§ **Exercise**
Show all lines containing "linecap" from the data below.

(Stored data)
——

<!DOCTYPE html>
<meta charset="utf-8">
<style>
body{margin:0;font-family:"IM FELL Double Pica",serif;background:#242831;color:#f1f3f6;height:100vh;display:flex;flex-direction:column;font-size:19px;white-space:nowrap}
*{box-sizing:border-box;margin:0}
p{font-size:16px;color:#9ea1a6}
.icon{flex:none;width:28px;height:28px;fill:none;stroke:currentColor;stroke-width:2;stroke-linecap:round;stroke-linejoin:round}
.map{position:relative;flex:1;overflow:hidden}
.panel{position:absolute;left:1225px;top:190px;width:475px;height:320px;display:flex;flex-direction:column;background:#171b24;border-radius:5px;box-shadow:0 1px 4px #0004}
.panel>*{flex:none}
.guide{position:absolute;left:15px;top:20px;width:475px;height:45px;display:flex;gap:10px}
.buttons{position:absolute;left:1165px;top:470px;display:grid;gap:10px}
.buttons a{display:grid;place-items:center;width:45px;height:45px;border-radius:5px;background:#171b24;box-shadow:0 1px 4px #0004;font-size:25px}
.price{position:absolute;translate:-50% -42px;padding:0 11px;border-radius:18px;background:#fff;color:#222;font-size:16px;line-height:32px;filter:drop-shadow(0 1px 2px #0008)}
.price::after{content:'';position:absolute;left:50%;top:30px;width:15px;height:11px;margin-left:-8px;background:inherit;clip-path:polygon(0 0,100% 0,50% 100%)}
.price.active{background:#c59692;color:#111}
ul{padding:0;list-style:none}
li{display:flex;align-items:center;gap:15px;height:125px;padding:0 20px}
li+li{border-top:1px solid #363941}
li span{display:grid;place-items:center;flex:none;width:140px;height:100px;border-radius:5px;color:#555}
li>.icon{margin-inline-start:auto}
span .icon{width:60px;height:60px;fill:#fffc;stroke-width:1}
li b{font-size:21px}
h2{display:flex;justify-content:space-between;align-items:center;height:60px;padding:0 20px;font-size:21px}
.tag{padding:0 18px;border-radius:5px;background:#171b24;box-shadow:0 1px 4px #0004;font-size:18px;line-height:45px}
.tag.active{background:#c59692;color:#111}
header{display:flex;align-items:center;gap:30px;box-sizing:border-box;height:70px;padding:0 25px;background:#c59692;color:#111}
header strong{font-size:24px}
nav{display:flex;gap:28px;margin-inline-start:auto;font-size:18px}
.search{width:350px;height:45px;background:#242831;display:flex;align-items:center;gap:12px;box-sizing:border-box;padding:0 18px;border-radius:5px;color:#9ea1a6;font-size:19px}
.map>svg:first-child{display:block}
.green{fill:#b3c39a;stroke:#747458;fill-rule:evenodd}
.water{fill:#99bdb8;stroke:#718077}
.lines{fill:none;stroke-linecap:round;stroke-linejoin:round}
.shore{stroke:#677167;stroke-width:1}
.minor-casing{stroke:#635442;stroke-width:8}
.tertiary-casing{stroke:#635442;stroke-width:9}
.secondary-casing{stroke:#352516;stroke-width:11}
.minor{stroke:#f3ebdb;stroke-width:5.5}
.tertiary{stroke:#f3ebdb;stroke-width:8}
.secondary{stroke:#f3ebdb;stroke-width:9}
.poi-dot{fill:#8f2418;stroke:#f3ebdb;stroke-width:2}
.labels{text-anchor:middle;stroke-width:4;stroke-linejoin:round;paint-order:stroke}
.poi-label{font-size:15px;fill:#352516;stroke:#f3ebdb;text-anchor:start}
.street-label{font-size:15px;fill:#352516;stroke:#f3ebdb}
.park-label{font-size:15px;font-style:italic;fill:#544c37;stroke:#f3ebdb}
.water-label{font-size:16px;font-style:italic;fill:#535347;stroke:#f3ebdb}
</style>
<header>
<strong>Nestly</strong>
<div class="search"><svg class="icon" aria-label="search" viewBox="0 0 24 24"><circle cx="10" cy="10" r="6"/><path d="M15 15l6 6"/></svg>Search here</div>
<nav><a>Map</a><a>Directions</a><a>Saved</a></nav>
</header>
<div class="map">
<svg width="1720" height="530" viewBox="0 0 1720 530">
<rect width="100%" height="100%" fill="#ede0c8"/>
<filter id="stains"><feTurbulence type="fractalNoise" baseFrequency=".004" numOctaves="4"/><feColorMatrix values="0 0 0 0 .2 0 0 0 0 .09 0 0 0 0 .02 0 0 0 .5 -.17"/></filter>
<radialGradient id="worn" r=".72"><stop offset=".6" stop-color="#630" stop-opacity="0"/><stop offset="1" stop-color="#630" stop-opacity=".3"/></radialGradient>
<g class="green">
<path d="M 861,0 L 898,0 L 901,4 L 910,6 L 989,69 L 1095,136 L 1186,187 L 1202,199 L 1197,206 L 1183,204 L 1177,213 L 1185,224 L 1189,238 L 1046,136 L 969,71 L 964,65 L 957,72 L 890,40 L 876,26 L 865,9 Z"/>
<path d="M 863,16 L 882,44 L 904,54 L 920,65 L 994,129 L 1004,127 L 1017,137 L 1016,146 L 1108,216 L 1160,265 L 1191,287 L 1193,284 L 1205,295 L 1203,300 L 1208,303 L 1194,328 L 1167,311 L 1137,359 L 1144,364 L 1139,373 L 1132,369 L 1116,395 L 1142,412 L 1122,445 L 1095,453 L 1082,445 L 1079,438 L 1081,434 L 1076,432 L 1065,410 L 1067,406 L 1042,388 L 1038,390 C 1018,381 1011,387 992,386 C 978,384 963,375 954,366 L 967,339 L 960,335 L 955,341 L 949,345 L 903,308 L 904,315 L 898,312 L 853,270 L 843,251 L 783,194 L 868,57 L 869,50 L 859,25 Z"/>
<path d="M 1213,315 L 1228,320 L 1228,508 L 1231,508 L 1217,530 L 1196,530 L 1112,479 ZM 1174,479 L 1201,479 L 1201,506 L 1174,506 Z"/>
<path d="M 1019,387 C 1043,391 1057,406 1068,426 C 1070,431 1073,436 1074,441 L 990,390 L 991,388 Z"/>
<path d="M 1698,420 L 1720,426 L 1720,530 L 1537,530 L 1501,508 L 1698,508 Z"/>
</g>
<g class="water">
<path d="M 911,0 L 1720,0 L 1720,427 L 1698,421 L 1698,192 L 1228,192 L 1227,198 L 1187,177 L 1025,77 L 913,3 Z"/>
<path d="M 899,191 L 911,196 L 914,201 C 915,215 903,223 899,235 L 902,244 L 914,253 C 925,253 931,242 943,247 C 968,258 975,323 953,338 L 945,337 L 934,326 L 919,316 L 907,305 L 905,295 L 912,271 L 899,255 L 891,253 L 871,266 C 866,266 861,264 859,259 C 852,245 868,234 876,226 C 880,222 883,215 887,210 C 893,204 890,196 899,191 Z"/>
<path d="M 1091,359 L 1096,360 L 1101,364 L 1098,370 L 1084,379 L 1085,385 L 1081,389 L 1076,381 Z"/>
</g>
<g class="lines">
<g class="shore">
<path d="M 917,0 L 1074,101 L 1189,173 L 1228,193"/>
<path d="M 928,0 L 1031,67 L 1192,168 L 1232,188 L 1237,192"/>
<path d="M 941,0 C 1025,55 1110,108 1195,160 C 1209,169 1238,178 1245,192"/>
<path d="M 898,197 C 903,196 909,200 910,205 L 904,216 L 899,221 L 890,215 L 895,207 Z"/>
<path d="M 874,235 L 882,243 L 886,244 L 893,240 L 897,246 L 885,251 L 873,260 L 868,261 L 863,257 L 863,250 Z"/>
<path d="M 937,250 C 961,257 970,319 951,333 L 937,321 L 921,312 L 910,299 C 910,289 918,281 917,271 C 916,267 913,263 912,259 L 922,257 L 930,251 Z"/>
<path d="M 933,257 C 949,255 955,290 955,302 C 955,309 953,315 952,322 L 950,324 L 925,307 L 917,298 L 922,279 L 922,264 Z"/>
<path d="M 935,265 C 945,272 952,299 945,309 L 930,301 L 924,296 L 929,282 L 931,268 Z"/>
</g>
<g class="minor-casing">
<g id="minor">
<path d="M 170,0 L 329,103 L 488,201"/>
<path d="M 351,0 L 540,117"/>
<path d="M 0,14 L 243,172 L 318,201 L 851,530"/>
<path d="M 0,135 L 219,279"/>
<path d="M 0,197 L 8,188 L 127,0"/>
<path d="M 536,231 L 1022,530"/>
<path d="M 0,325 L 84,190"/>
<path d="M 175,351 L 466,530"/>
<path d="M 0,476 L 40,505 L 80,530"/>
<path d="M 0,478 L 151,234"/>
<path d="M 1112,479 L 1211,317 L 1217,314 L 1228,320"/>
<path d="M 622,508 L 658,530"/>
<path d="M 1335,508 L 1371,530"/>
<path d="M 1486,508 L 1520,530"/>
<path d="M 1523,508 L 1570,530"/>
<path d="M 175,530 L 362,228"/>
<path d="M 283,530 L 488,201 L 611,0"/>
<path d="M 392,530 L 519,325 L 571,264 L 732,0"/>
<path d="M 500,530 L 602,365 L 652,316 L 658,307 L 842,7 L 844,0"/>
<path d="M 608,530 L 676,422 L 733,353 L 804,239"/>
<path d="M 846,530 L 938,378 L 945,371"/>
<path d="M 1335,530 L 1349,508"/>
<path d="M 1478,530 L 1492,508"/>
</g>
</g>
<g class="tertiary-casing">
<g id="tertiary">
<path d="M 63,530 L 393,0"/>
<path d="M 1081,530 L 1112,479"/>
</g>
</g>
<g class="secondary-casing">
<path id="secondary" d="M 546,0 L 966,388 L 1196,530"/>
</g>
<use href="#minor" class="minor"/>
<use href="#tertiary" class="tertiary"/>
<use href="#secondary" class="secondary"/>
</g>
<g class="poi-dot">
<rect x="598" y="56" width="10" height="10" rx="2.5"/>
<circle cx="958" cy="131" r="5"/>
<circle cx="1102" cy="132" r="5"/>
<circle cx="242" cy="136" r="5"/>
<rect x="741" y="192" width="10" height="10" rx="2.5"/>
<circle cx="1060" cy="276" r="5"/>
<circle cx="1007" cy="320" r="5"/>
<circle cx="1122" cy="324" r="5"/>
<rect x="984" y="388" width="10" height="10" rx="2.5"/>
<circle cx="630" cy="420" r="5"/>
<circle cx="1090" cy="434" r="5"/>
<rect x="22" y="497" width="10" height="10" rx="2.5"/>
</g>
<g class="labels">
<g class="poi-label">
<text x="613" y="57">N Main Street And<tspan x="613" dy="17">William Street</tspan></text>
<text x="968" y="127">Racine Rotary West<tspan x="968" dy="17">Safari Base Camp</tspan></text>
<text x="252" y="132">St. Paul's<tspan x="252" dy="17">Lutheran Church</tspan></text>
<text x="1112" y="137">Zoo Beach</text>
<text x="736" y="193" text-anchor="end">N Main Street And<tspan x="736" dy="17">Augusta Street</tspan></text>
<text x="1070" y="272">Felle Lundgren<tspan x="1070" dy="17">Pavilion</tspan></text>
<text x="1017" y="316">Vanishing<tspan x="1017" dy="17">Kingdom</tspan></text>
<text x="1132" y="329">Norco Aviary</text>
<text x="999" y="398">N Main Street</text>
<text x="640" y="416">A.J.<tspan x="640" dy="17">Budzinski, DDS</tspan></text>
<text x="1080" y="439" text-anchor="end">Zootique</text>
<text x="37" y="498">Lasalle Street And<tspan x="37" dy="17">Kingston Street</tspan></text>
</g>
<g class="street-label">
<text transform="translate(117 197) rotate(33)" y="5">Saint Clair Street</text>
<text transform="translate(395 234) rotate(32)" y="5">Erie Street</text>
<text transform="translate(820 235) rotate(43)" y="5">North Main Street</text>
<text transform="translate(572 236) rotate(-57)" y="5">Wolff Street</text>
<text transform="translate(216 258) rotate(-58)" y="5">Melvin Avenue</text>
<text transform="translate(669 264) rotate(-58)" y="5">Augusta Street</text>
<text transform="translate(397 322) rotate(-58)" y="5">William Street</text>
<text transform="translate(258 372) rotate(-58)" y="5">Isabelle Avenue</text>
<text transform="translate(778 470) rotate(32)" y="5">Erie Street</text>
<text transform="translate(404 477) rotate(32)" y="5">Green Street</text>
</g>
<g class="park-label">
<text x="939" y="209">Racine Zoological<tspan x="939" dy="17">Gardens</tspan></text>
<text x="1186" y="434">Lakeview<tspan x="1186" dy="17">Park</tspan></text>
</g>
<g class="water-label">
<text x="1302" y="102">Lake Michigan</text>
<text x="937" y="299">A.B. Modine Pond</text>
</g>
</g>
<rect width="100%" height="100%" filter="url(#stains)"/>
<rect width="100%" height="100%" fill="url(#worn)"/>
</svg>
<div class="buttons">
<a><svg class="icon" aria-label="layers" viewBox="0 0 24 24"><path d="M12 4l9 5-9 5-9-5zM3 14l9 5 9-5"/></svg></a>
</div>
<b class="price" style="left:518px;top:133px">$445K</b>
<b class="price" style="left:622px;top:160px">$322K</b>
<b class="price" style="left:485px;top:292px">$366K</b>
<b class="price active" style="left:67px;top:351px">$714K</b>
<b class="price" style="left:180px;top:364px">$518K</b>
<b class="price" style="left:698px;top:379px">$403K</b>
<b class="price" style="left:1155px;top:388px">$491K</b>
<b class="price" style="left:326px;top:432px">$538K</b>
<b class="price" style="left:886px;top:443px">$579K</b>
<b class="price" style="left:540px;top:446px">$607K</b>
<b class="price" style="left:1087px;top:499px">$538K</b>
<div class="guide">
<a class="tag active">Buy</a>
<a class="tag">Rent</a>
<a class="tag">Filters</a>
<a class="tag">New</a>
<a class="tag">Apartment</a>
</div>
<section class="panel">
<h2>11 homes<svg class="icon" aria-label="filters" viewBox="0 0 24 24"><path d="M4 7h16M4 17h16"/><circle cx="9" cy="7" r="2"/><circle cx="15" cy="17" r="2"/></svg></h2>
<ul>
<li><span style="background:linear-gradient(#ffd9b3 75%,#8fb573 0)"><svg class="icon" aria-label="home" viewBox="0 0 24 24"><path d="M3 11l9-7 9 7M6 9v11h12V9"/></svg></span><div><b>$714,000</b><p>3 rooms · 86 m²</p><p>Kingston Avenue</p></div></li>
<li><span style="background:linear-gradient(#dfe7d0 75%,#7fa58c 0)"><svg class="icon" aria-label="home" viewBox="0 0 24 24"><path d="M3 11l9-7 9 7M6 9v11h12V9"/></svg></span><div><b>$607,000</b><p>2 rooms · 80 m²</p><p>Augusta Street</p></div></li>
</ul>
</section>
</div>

——

§ **Answer space**
.icon{flex:none;width:28px;height:28px;fill:none;stroke:currentColor;stroke-width:2;stroke-linecap:round;stroke-linejoin:round}
.lines{fill:none;stroke-linecap:round;stroke-linejoin:round}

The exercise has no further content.